== The data ==
++++++++++++++++++++
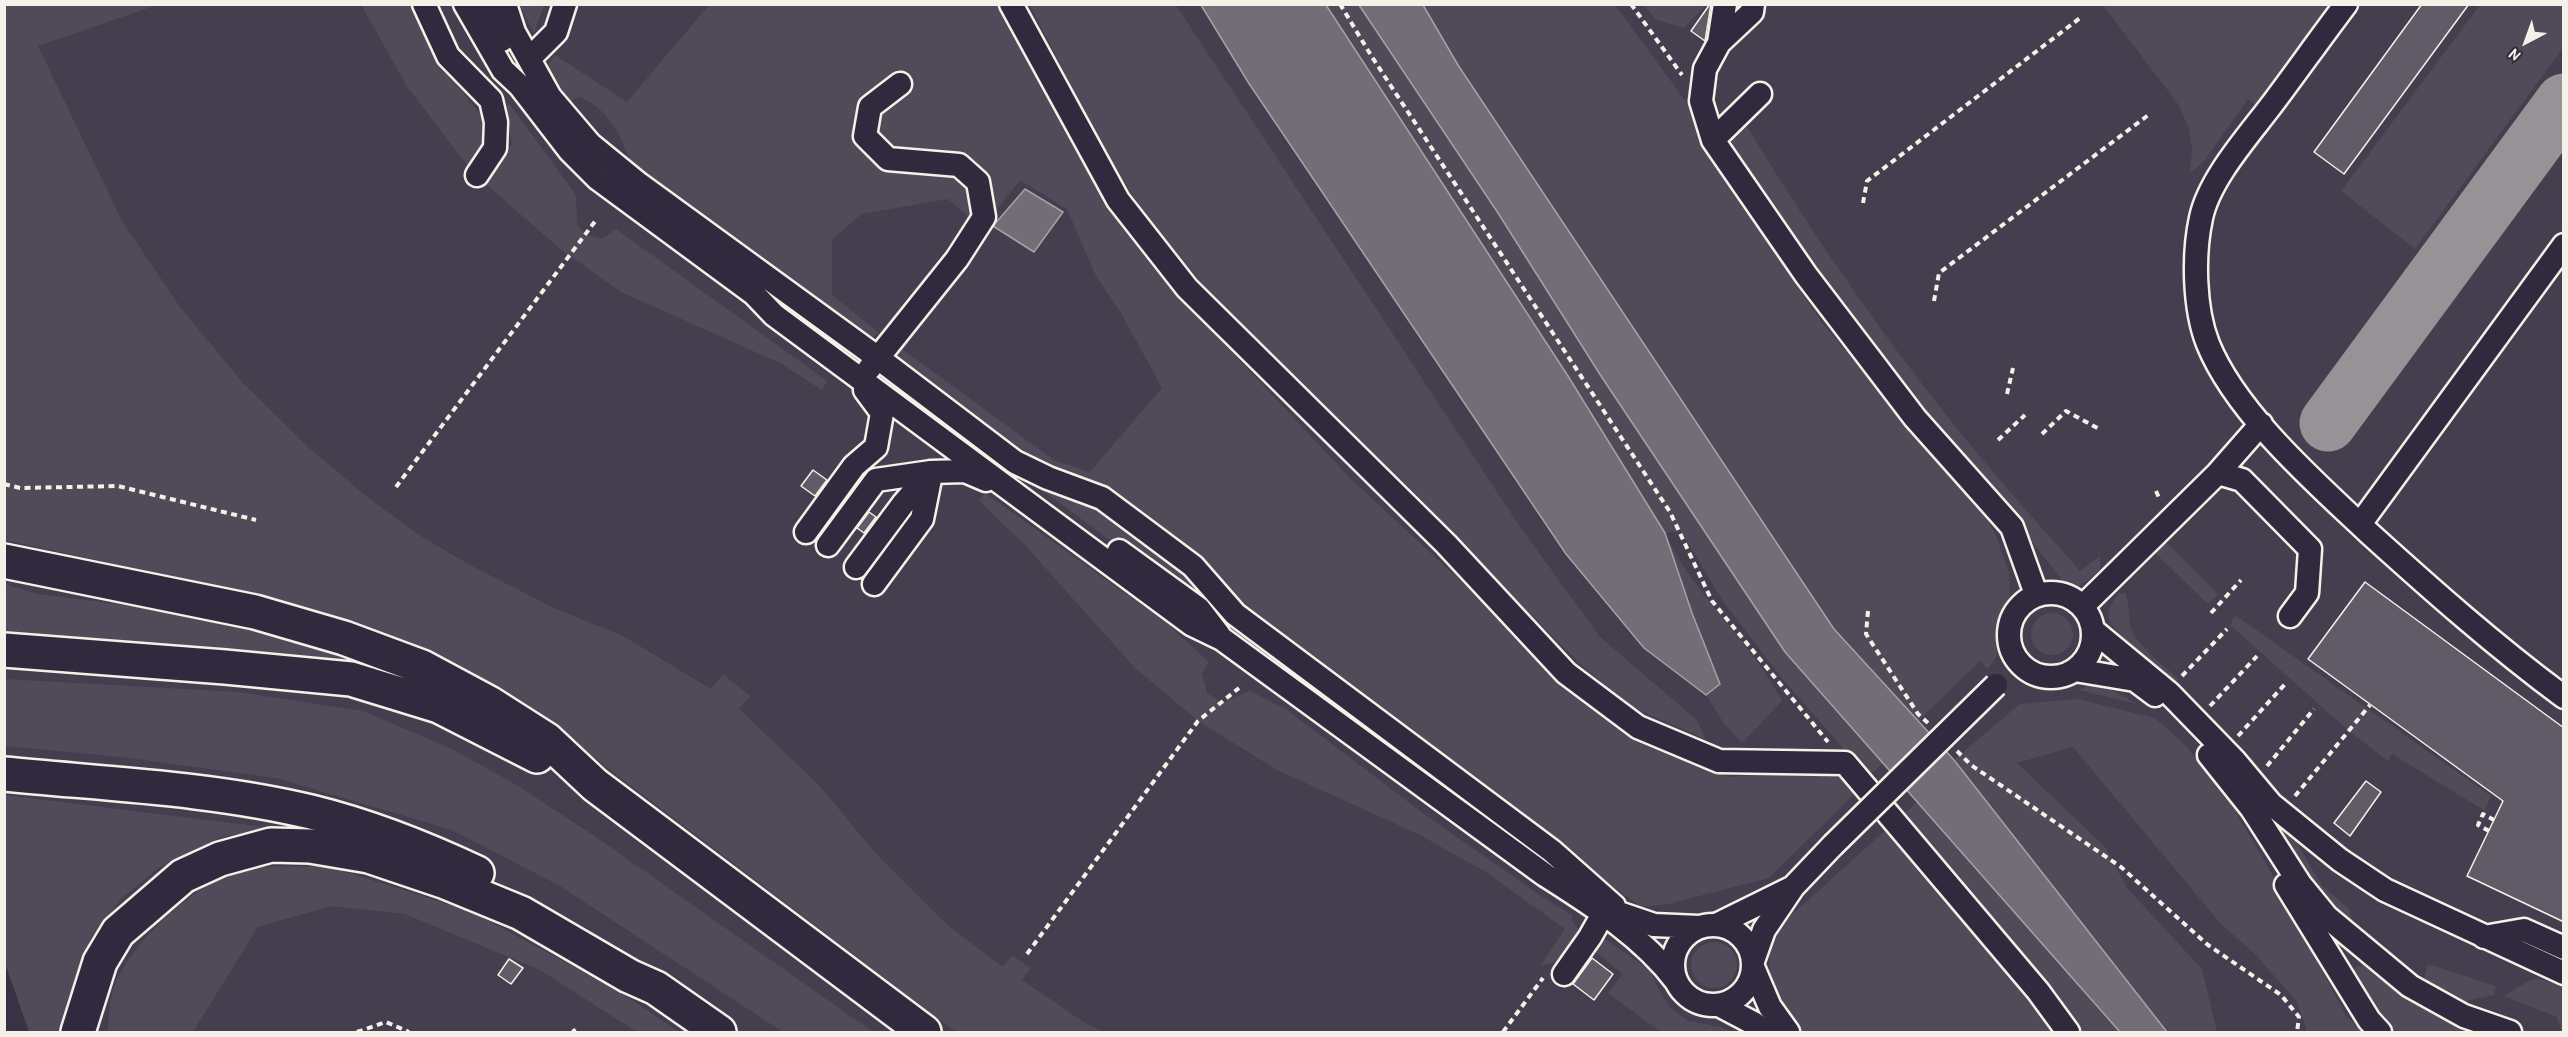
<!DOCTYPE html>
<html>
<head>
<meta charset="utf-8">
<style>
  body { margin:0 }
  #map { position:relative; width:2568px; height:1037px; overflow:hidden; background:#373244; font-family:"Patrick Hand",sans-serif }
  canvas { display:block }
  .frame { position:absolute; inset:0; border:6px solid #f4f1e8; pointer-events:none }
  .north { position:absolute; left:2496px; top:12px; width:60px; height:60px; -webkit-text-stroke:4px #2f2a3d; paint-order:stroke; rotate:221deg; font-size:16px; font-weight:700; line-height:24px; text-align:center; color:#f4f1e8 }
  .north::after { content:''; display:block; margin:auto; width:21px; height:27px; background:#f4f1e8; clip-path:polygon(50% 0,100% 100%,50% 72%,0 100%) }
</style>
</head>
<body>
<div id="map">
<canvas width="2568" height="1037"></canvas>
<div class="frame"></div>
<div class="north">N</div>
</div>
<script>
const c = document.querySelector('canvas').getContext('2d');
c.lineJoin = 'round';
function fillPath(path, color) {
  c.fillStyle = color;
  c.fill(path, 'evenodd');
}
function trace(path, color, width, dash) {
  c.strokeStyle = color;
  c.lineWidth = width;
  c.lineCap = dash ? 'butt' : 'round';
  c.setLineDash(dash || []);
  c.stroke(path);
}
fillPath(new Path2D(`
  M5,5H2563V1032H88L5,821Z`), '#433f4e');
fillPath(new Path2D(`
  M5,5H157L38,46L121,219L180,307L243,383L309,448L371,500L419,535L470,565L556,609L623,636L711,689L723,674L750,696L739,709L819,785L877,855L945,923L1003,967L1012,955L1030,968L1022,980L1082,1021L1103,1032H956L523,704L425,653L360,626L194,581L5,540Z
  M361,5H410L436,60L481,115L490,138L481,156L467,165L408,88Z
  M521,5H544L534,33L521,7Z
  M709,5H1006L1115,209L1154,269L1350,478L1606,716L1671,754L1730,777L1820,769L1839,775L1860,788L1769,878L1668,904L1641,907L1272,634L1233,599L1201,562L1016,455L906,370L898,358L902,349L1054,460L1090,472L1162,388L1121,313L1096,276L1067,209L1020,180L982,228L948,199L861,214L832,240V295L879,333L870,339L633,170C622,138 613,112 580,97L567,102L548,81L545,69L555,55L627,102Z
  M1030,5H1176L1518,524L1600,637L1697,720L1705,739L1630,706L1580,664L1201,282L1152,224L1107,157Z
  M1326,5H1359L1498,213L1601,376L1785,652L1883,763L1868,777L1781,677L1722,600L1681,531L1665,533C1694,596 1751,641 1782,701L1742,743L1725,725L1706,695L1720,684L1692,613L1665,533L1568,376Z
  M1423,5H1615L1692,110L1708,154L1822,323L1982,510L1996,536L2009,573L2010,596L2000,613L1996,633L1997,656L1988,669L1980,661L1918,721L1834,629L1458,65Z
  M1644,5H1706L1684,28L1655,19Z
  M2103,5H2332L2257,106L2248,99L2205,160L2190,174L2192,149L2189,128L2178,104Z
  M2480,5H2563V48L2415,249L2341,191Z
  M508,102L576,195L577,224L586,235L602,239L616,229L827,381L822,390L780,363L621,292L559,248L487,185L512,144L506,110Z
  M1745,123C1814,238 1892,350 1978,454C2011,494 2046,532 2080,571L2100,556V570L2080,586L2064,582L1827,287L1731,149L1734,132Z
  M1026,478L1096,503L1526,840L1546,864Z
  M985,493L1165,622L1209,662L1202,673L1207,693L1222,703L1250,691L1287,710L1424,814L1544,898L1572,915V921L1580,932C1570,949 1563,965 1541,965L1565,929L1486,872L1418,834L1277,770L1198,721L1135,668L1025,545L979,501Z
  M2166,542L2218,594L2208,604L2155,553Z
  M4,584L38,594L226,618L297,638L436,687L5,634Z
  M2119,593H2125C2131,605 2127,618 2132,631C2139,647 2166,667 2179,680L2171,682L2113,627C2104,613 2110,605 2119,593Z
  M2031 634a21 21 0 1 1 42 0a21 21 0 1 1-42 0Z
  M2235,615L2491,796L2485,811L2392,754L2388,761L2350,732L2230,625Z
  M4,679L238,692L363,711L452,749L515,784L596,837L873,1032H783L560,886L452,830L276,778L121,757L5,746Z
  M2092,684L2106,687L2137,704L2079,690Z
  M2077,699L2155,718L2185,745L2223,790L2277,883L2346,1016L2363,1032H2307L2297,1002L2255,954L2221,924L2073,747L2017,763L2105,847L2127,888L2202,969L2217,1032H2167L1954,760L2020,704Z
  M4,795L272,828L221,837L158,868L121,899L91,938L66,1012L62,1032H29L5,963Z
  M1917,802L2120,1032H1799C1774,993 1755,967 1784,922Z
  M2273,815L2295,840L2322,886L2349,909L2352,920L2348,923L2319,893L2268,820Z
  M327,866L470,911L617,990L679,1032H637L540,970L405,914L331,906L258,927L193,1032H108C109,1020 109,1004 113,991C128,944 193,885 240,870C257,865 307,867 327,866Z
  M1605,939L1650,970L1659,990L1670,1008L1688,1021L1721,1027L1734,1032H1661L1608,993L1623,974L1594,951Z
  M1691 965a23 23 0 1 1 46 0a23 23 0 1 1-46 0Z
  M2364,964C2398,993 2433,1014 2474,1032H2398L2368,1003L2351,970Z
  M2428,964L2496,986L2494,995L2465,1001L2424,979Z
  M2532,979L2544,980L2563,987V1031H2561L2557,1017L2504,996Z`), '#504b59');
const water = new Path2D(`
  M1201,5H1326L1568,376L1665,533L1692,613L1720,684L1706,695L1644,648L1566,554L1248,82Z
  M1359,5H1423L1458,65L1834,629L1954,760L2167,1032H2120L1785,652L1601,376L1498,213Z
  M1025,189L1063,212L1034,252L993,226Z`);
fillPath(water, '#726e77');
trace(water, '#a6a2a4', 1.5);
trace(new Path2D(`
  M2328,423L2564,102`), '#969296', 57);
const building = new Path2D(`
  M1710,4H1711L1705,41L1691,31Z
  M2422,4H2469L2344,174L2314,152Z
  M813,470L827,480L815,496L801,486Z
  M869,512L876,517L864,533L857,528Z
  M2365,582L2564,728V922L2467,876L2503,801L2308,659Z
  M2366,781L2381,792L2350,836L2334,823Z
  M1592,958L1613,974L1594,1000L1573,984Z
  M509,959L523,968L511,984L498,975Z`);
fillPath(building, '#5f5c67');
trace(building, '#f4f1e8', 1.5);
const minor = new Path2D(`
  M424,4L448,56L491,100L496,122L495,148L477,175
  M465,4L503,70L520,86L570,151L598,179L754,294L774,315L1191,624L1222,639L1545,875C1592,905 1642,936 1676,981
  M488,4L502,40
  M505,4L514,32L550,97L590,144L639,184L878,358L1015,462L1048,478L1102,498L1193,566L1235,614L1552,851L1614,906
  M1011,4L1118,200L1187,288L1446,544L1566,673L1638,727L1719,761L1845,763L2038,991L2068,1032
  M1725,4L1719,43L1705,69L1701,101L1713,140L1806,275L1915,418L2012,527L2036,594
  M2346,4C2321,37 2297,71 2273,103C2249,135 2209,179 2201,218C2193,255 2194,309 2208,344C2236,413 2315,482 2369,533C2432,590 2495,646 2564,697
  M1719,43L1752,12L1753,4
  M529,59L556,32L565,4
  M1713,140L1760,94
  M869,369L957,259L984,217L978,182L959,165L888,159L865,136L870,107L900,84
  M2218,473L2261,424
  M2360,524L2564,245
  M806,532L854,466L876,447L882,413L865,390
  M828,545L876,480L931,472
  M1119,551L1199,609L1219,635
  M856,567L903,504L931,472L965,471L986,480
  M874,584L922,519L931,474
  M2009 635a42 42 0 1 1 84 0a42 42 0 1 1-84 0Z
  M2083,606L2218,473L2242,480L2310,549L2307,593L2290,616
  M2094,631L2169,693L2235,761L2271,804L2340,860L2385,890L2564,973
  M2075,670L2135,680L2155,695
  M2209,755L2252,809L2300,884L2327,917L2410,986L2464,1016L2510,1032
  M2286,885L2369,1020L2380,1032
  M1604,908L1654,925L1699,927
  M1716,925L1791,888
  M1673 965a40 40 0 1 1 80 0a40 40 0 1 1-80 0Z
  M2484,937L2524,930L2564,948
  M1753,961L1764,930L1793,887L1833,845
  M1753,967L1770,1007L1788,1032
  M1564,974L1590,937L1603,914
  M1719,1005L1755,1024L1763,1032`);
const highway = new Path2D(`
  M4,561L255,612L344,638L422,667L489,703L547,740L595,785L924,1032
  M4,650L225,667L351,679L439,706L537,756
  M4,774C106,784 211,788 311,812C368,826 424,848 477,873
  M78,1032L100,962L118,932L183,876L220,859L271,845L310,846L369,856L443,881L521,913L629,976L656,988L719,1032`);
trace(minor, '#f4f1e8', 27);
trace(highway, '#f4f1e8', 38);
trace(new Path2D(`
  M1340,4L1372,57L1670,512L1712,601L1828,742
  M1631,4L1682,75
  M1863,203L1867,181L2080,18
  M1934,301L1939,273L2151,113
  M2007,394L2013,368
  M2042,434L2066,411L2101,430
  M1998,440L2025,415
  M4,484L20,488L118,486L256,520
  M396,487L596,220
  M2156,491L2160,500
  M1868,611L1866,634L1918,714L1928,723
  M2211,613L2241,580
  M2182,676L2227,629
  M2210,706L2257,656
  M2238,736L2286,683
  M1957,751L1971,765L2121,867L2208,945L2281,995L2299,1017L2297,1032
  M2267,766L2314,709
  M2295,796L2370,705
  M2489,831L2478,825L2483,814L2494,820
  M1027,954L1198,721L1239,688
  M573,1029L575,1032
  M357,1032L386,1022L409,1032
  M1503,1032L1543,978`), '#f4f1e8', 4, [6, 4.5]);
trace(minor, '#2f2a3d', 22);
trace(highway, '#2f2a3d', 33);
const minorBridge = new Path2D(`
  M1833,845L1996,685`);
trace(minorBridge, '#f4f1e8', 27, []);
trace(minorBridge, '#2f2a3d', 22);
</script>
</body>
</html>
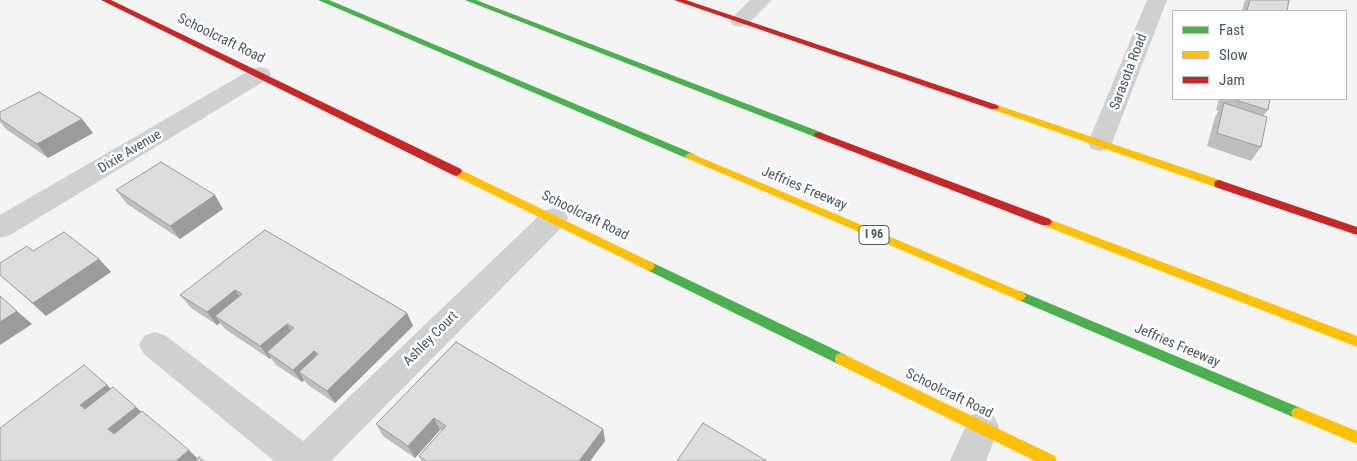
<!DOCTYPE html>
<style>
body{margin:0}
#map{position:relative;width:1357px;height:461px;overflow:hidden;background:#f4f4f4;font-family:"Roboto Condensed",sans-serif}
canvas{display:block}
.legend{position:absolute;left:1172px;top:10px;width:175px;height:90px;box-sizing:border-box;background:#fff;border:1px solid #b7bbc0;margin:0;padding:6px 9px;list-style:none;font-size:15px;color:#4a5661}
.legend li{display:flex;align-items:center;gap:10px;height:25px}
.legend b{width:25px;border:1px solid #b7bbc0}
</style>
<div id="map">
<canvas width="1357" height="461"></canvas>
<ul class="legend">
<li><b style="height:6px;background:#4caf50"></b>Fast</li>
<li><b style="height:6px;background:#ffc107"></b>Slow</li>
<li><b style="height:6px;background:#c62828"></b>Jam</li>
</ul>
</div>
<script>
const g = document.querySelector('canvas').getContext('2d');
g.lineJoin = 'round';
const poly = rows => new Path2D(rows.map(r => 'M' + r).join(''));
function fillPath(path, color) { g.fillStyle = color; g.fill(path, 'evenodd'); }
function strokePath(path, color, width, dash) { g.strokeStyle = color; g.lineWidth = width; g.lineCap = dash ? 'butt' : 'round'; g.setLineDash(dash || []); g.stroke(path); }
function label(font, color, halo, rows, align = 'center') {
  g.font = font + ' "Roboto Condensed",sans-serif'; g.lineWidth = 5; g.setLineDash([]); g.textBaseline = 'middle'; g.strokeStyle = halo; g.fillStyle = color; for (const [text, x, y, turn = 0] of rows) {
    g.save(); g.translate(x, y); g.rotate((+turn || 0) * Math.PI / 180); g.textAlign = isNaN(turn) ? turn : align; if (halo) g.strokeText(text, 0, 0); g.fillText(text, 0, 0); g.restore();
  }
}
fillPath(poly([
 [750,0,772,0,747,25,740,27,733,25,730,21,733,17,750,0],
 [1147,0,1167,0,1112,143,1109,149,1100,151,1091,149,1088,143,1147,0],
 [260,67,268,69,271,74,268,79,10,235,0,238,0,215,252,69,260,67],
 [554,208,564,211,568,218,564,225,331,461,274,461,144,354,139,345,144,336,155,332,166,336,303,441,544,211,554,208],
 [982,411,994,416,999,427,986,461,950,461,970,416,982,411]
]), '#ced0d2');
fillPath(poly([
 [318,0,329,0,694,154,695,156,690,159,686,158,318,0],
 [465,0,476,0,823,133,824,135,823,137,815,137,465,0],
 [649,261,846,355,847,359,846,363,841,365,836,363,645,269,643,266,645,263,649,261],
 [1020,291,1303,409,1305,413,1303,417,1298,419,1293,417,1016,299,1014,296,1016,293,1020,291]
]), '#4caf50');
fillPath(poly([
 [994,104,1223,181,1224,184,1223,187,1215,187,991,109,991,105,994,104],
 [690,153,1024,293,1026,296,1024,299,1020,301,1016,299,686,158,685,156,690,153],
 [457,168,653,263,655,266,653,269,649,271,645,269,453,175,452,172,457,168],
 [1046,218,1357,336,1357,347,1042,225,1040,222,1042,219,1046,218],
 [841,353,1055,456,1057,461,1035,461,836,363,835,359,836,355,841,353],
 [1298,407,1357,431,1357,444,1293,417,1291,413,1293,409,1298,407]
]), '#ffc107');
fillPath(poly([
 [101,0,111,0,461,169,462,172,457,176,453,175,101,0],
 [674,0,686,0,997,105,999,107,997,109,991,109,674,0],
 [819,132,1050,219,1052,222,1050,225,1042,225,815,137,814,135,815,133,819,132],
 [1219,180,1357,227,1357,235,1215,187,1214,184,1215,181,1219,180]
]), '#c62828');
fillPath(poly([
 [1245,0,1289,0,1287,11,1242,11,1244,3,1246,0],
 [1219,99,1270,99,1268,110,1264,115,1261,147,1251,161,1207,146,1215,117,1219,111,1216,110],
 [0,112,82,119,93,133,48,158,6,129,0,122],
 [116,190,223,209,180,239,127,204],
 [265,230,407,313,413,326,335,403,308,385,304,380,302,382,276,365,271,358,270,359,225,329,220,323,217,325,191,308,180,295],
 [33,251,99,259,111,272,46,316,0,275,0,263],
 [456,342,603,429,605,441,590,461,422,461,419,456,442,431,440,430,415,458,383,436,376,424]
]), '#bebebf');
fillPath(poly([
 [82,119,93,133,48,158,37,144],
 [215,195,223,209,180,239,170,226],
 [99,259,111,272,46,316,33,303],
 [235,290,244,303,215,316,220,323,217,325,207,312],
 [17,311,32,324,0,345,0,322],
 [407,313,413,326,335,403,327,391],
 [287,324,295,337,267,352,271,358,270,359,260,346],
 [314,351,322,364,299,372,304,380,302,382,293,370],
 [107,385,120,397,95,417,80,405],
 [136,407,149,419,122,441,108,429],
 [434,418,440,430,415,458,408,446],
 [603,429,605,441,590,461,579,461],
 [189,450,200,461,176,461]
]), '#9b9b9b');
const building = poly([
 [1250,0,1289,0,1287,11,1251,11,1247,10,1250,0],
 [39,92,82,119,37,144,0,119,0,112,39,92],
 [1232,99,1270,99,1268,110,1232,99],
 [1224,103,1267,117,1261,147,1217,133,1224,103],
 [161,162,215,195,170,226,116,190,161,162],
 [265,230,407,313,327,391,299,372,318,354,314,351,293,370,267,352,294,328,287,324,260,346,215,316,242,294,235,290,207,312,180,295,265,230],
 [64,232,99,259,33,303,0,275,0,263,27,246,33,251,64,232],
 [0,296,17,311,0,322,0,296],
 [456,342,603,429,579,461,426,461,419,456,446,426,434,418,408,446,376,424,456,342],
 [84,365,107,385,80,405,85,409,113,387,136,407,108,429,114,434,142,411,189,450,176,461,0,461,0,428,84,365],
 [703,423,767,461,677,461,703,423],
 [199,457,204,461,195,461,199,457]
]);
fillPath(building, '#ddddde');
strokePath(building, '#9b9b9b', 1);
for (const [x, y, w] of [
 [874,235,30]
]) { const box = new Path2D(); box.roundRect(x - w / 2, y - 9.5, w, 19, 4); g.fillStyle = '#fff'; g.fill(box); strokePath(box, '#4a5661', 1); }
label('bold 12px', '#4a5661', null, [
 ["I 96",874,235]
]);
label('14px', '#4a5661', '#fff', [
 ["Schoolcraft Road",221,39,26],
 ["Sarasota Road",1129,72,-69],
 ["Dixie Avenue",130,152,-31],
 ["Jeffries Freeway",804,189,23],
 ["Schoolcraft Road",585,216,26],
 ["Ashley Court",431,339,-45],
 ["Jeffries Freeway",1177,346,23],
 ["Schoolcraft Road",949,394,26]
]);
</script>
++++++++++++++++++++
== What the task asks ==
Using the data above, reproduce exactly the lines from the line that contains "M4,584L38,594L226,618L297,638L436,687L5,634Z" through the line that contains "M424,4L448,56L491,100L496,122L495,148L477,175", including both.

== Problem solution ==
  M4,584L38,594L226,618L297,638L436,687L5,634Z
  M2119,593H2125C2131,605 2127,618 2132,631C2139,647 2166,667 2179,680L2171,682L2113,627C2104,613 2110,605 2119,593Z
  M2031 634a21 21 0 1 1 42 0a21 21 0 1 1-42 0Z
  M2235,615L2491,796L2485,811L2392,754L2388,761L2350,732L2230,625Z
  M4,679L238,692L363,711L452,749L515,784L596,837L873,1032H783L560,886L452,830L276,778L121,757L5,746Z
  M2092,684L2106,687L2137,704L2079,690Z
  M2077,699L2155,718L2185,745L2223,790L2277,883L2346,1016L2363,1032H2307L2297,1002L2255,954L2221,924L2073,747L2017,763L2105,847L2127,888L2202,969L2217,1032H2167L1954,760L2020,704Z
  M4,795L272,828L221,837L158,868L121,899L91,938L66,1012L62,1032H29L5,963Z
  M1917,802L2120,1032H1799C1774,993 1755,967 1784,922Z
  M2273,815L2295,840L2322,886L2349,909L2352,920L2348,923L2319,893L2268,820Z
  M327,866L470,911L617,990L679,1032H637L540,970L405,914L331,906L258,927L193,1032H108C109,1020 109,1004 113,991C128,944 193,885 240,870C257,865 307,867 327,866Z
  M1605,939L1650,970L1659,990L1670,1008L1688,1021L1721,1027L1734,1032H1661L1608,993L1623,974L1594,951Z
  M1691 965a23 23 0 1 1 46 0a23 23 0 1 1-46 0Z
  M2364,964C2398,993 2433,1014 2474,1032H2398L2368,1003L2351,970Z
  M2428,964L2496,986L2494,995L2465,1001L2424,979Z
  M2532,979L2544,980L2563,987V1031H2561L2557,1017L2504,996Z`), '#504b59');
const water = new Path2D(`
  M1201,5H1326L1568,376L1665,533L1692,613L1720,684L1706,695L1644,648L1566,554L1248,82Z
  M1359,5H1423L1458,65L1834,629L1954,760L2167,1032H2120L1785,652L1601,376L1498,213Z
  M1025,189L1063,212L1034,252L993,226Z`);
fillPath(water, '#726e77');
trace(water, '#a6a2a4', 1.5);
trace(new Path2D(`
  M2328,423L2564,102`), '#969296', 57);
const building = new Path2D(`
  M1710,4H1711L1705,41L1691,31Z
  M2422,4H2469L2344,174L2314,152Z
  M813,470L827,480L815,496L801,486Z
  M869,512L876,517L864,533L857,528Z
  M2365,582L2564,728V922L2467,876L2503,801L2308,659Z
  M2366,781L2381,792L2350,836L2334,823Z
  M1592,958L1613,974L1594,1000L1573,984Z
  M509,959L523,968L511,984L498,975Z`);
fillPath(building, '#5f5c67');
trace(building, '#f4f1e8', 1.5);
const minor = new Path2D(`
  M424,4L448,56L491,100L496,122L495,148L477,175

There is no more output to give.